The 21-year-old was born in Burma but was a baby when his family fled persecution for the overcrowded Mae La refugee camp on the Burmese-Thai border.
See Mee, his parents and five brothers lived in the camp for 15 years before coming to Australia in 2009, joining the growing Karen community in Werribee.
He was reunited in Werribee with Evelyn Kunoo, 49, who he knew at the refugee camp where more than 50,000 mostly Karen refugees eke out an existence.
Mrs Kunoo lived at the camp for 22 years and was a midwife who delivered many babies, giving birth to five children herself. For Mrs Kunoo, the vegetables being grown in a community kitchen garden at Werribee Park – like a huge vegetable melon – invoke memories from a time long past.
“It is like what we used to grow in Burma long ago. We couldn’t grow our vegetables in the refugee camp,” she says. “The community kitchen garden brings everyone together.

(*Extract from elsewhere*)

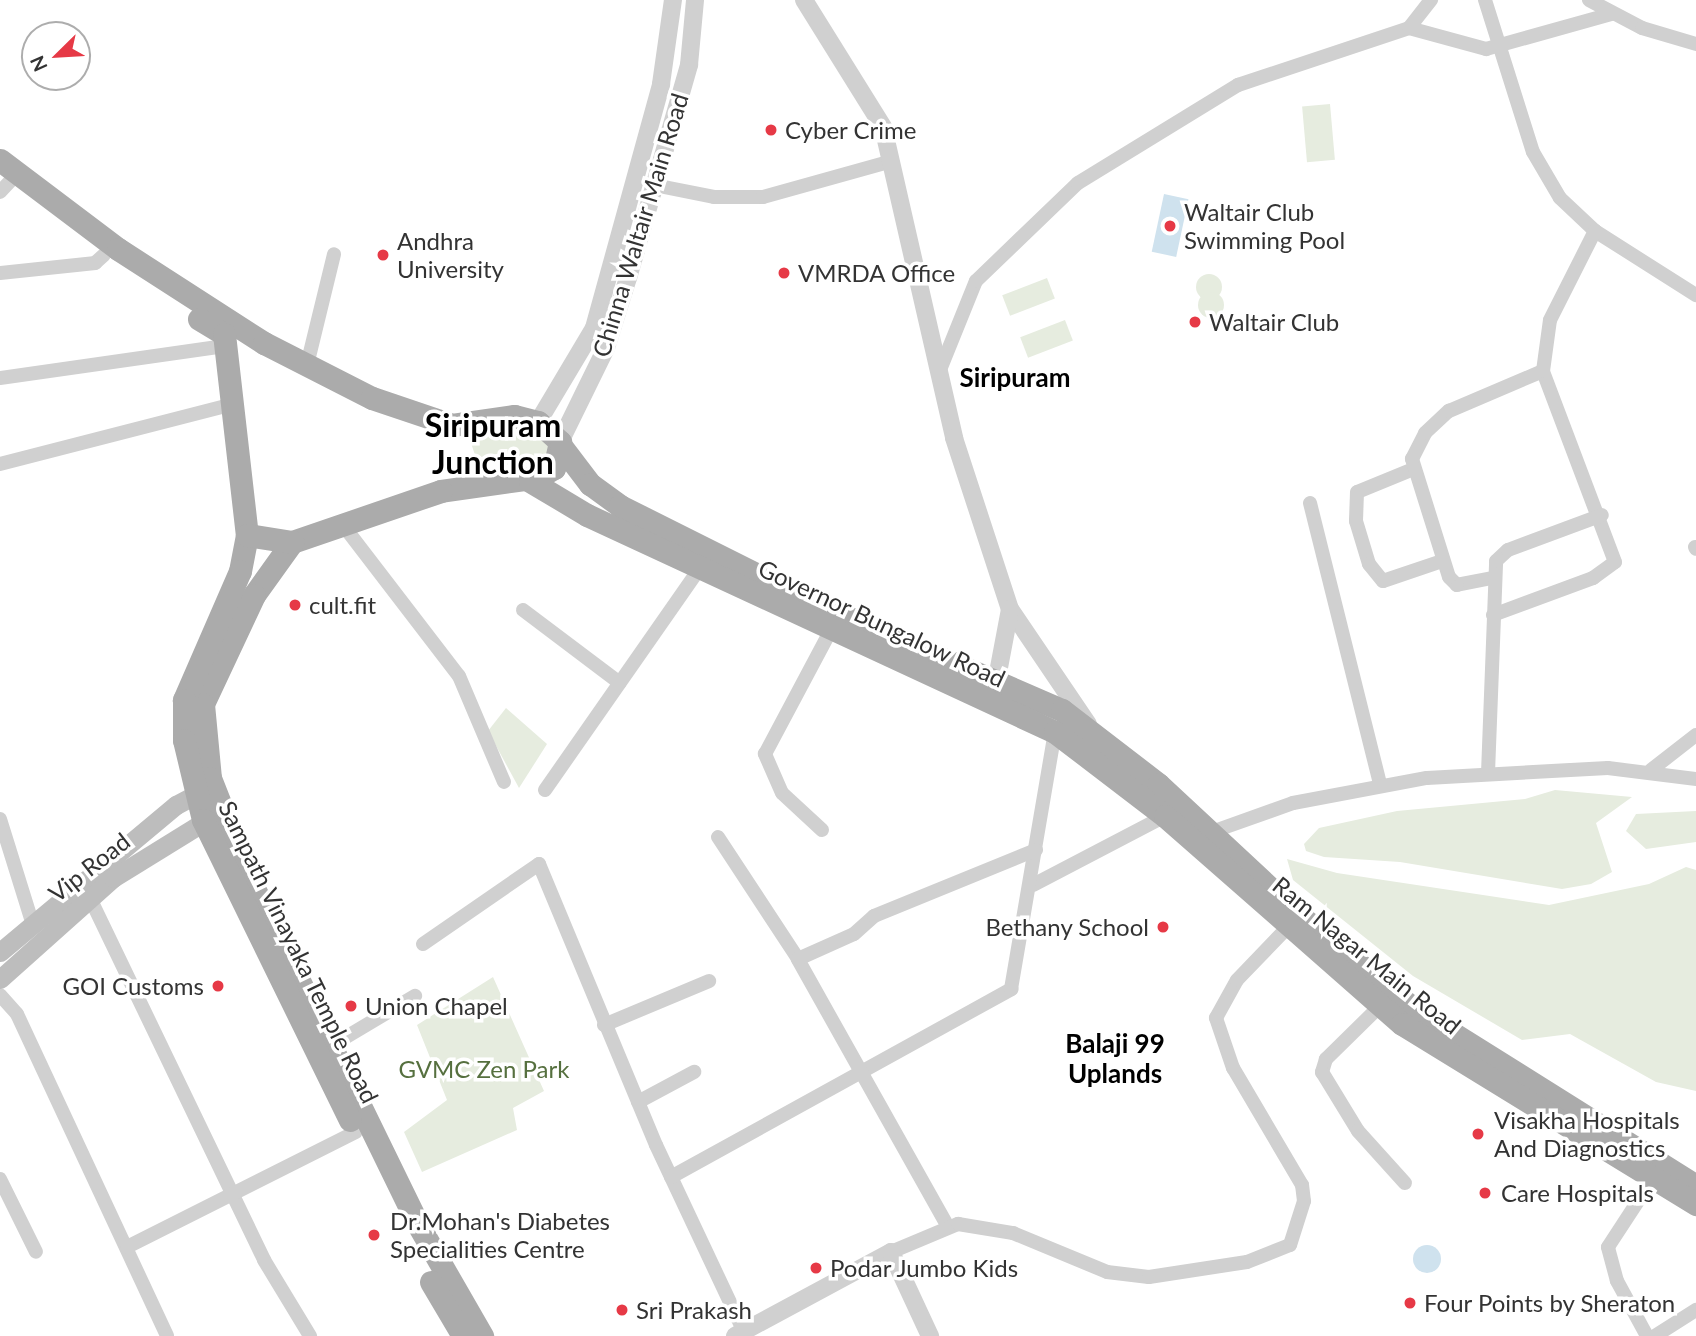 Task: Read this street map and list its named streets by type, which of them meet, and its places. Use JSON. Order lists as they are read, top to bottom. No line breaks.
{"streets":{"main road":["Governor Bungalow Road","Vip Road","Sampath Vinayaka Temple Road","Ram Nagar Main Road"],"street":["Chinna Waltair Main Road"]},"crossings":[["Governor Bungalow Road","Ram Nagar Main Road"],["Vip Road","Sampath Vinayaka Temple Road"]],"districts":["Siripuram","Siripuram Junction","Balaji 99 Uplands"],"parks":["GVMC Zen Park"],"places":["Cyber Crime","Waltair Club Swimming Pool","Andhra University","VMRDA Office","Waltair Club","cult.fit","Bethany School","GOI Customs","Union Chapel","Visakha Hospitals And Diagnostics","Care Hospitals","Dr.Mohan's Diabetes Specialities Centre","Podar Jumbo Kids","Four Points by Sheraton","Sri Prakash"],"north":"bottom left"}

‘‘Mostly we’re Karen people and we tend the garden, harvest the crops and every day we make lunch from the produce and share it. Here there’s so much space to grow what we want.”
Parks Victoria chief executive Bill Jackson says the community kitchen garden, developed for culturally and linguistically diverse (CALD) communities from across Melbourne’s western suburbs, is now at the centre of a thriving program with a horticultural educational facility helping people like See Mee.
“When the project began, it aimed to address some of the mental health issues associated with the effects of post-traumatic disorders, including depression and isolation for women from refugee communities,” Dr Jackson says.
“Now the project has grown to include younger members of the community; … the women’s kids, grandkids, nephews and nieces.”